US record industry officials have already won 871 subpoenas to identify music pirates illegally downloading songs over the internet.
Hundreds of individuals are being targeted for copyright violation
More than 75 subpoenas are being granted every day, US courts said on Friday.
The subpoenas are part of the industry's battle to clamp down on music piracy, and have been spearheaded by the Recording Industry Association of America (RIAA).
They will force telecommunications companies to identify file-swappers, who are usually only known by their codenames.
The RIAA, which represents the major record labels, announced last month it would pursue individual users following a court ruling making it easier to track down copyright violators.
The RIAA has said it plans to send its subpoenas over the next eight weeks.
Users charged with piracy could face lawsuits for damages ranging from $750 (£480) to $150,000 (£96,100), which are applicable under US copyright laws.
The RIAA has said it is prepared to discuss settlements, however.
The RIAA had said it would go after internet users who had uploaded many songs, but some of the filed subpoenas cited as few as five representative songs.
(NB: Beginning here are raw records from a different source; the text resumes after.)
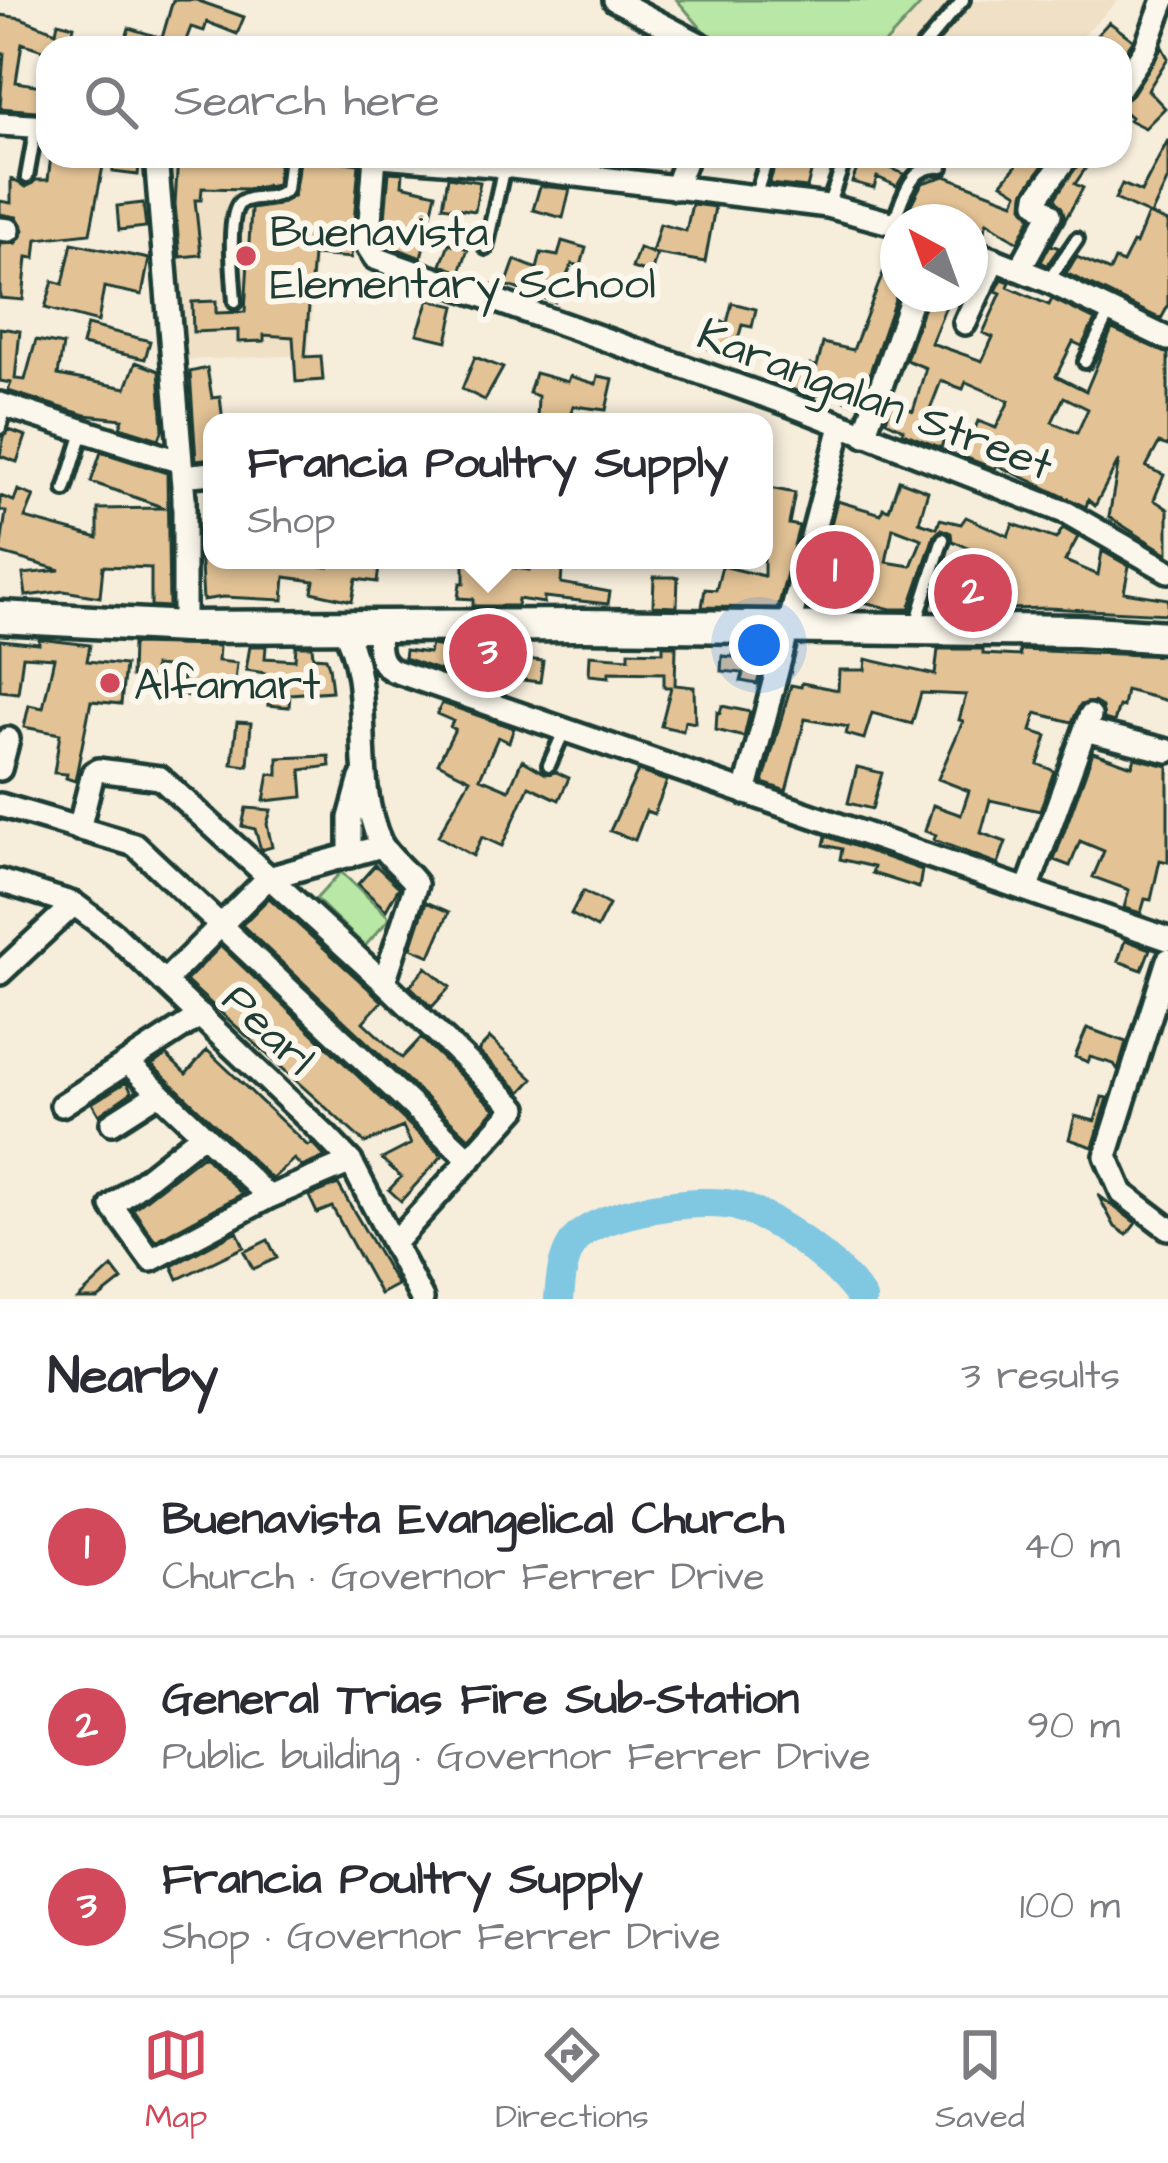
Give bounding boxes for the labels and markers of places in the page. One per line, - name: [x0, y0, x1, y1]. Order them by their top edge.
- place label: Buenavista Elementary School: [270, 202, 656, 317]
- marker: Buenavista Elementary School: [233, 243, 259, 269]
- pin: 1: [796, 525, 874, 615]
- pin: 2: [934, 548, 1012, 638]
- pin: 3: [449, 608, 527, 698]
- place label: Alfamart: [134, 655, 320, 717]
- marker: Alfamart: [97, 670, 123, 696]

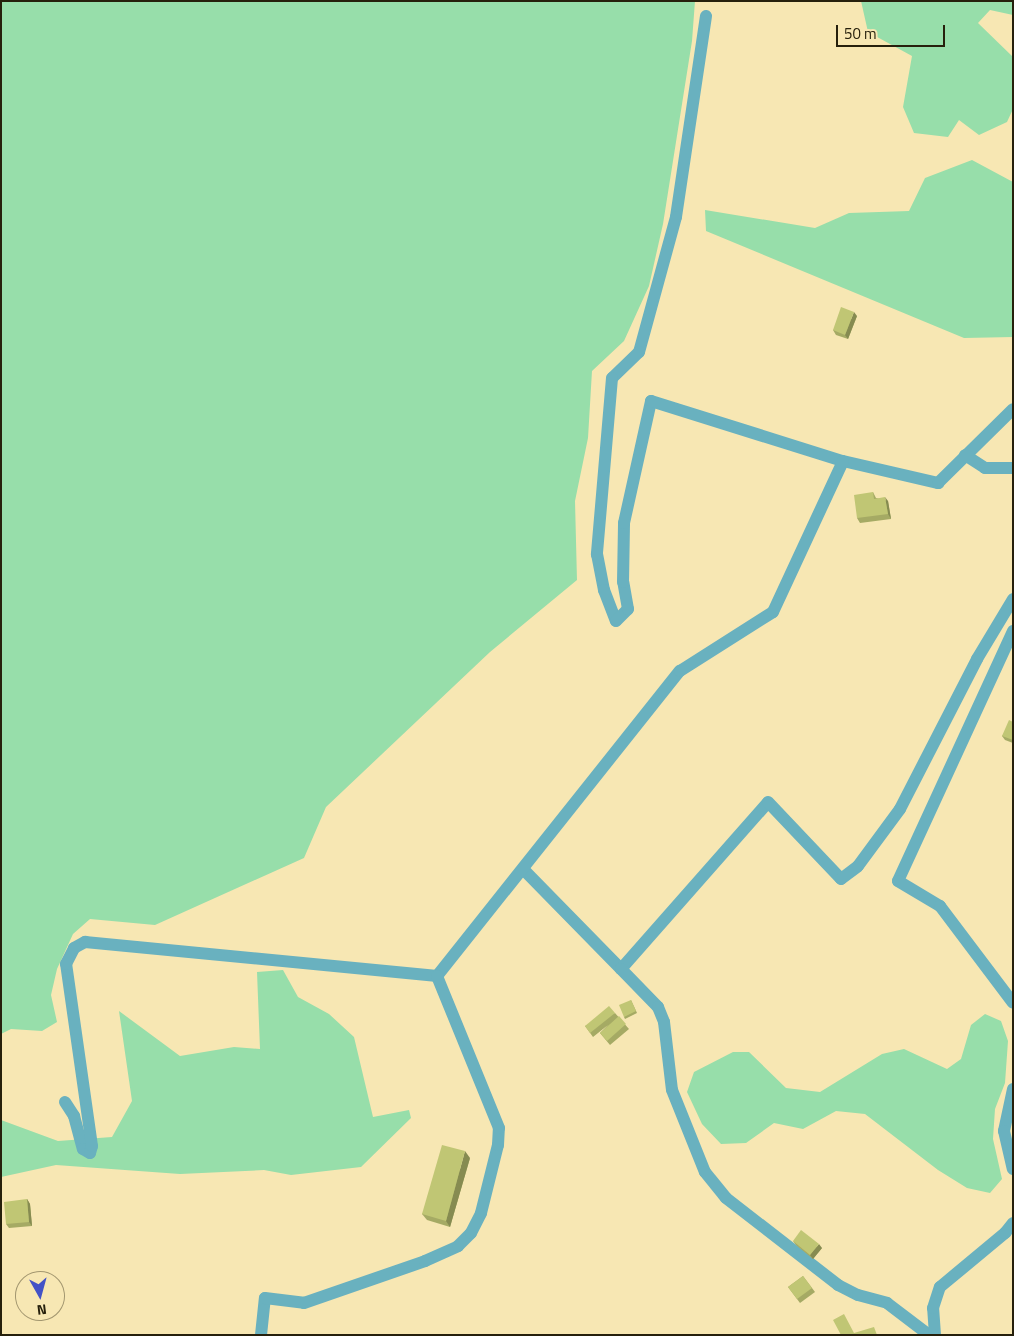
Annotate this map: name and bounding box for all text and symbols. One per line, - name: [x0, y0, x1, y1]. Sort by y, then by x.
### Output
- scale bar: [839, 15, 948, 47]
- text: 50 m: [844, 22, 877, 45]
- north arrow: [15, 1271, 65, 1321]
- text: N: [36, 1299, 48, 1321]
It has not said how many songs would justify a lawsuit.
"We would have to look at historic trends, but that is a very high number," said Alan Davidson of the Center for Democracy and Technology, a civil liberties group opposing the lawsuits.
"It doesn't sound like they're just going after a few big fish," he said.
The RIAA has said it plans to use software robots to search for copyright violations, as well as sending warnings to universities and businesses demanding they remove illegal material.
It has already been disrupting the file-sharing networks with fake files of its own which contain white noise.
But music fans are reacting with a new generation of file-sharing software that tries to prevent monitoring.
A version of "Kazaa-lite" says it can stop outside parties scanning email addresses and listing songs on individuals' hard drives.